A moment of silence. “Just the way she forged all those must-leave-school notes,” he said to no one. “Now every employee thinks I’ve been a sleazy operator.” Frank turned to the window to see the sun coming up between two high-rise buildings, leaving the river below it, the river of his joy and his grief. “Unacceptable outcome,” he said to the sun, “but easy to avoid.” Frank calmed down as he outlined his next steps. “Hire a forensics lab to prove the ink has been out of the pen for hours, not years. Hire a handwriting expert to prove that the notations are in Reb’s handwriting, no matter how well forged. Get an affidavit from my secretary that she saw Reb in the office yesterday afternoon. Write up a report of the whole thing. Get my lawyer to validate it. Put it out to the staff to incriminate Reb. Voila, I’m off the hook. My staff realizes that I’m the innocent victim of a hoax. I keep my reputation. Grant International continues untarnished. Justice is done.” He walked to the window, the one facing east. “Easy,” he said. “I’ll call a meeting and tell everyone what happened and how I’ll prove it.” A warm sensation of self-congratulation washed through Frank’s mind as he contemplated how, once again, he had cracked a tough complexity through clear thinking. “Easy. A nuisance, but easy.”

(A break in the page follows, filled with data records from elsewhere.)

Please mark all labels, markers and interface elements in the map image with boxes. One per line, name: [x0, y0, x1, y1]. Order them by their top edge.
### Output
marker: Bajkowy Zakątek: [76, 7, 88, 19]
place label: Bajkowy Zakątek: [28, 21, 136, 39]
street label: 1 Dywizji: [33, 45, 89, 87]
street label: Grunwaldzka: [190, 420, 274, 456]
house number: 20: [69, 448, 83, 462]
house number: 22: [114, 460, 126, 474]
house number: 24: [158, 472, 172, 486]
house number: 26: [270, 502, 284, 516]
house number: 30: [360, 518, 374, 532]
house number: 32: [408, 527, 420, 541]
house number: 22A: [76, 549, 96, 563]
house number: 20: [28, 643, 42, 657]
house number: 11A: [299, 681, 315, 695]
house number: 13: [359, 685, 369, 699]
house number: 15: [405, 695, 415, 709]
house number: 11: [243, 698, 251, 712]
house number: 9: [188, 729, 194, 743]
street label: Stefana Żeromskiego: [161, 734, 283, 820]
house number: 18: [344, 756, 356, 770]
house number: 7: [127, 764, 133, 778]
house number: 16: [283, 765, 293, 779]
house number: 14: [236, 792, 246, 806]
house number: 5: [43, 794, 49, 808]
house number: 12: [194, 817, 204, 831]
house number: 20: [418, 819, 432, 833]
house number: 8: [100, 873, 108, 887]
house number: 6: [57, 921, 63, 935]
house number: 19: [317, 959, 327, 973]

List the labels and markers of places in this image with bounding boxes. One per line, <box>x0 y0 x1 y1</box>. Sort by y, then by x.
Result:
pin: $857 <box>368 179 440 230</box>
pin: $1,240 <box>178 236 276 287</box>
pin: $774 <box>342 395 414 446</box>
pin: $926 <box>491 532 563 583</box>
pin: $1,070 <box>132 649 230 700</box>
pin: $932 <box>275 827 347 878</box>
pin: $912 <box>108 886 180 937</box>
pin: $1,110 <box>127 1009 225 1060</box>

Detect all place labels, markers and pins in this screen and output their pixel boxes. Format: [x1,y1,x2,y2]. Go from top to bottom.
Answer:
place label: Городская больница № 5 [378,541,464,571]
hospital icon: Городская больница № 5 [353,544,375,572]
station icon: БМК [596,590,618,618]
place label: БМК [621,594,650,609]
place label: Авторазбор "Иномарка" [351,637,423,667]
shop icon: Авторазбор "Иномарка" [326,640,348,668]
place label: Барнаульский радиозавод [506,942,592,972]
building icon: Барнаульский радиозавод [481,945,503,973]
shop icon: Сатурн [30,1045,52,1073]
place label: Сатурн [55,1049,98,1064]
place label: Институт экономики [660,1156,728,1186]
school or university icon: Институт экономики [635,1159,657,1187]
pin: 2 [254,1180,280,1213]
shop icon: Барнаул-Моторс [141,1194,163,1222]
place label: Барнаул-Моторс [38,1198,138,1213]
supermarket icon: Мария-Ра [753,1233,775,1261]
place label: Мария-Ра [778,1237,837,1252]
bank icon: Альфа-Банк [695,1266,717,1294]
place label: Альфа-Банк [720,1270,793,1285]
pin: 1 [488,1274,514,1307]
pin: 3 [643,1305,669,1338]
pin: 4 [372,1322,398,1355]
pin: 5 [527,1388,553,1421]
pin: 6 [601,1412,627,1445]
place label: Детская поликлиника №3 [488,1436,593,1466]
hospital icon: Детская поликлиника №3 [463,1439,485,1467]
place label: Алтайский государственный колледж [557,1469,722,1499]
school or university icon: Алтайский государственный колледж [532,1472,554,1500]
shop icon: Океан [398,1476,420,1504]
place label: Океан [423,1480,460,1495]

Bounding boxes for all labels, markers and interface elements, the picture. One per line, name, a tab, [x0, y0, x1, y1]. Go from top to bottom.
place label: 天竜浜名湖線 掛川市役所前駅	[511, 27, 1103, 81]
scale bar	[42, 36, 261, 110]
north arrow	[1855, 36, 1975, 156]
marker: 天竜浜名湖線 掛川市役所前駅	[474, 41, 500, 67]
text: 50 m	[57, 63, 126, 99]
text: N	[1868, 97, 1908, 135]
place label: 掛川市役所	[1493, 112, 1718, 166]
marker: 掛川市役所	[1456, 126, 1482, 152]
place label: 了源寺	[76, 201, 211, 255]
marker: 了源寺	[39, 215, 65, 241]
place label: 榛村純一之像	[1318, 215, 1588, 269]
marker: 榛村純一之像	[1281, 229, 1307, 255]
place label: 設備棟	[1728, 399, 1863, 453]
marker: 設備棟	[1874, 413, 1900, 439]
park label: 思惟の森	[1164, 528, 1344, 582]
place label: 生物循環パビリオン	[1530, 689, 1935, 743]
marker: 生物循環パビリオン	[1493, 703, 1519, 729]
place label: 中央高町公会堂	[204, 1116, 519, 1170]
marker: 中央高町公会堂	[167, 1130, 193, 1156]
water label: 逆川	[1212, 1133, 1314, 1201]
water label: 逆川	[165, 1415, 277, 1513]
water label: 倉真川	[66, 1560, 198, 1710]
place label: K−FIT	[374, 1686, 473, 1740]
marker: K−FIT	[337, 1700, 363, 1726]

He glanced again at the sun between the high rises, those two symbols, for him, of a truism: two sides to every question. He squinted to see the river under the bright sun. “Why?” He squinted yet more. “Why did Reb do this thing? And why, why so easy to figure out? Like she wants me to know she did it to me. Why?” Warm self-congratulation became vague, chilly unease, then troubling doubt. Frank Grant had not made millions through thinking that ignored relevant factors. Frank sensed a trap just ahead on the path he was planning, this too-easy path that Reb’s actions invited him to take. Reb’s motives had a relevance here, but what? Frank realized that he must get inside her head to find the trap. “Well,” he said aloud, “I’ll just call my daughter and ask her.” He laughed, an ironic laugh. “Well, not.” More pondering. “But,” said he, “I can call someone who will talk and who might know.”
He called Nonnie. He briefed her on what had happened. He told her that he had concluded that Reb had schemed to wreck his reputation, destroy his livelihood, and force him out of Grant International. “Why, Nonnie, why would she do this?” “Revenge.” Frank gasped. “Frank, take a deep breath and hear me out. You and Lilly-Belle damaged that child. Lilly-Belle smothered her with over-protective love and you alternately neglected her, gave her far more than she needed or wanted, disrespected her, and bossed her. The apex of these insults came when you protracted Lilly-Belle’s dying. Between the two of you, you pretty much guaranteed she would not mature. Now she’s like a small child having a tantrum. She thinks she can rectify her grievances against you by destroying you.”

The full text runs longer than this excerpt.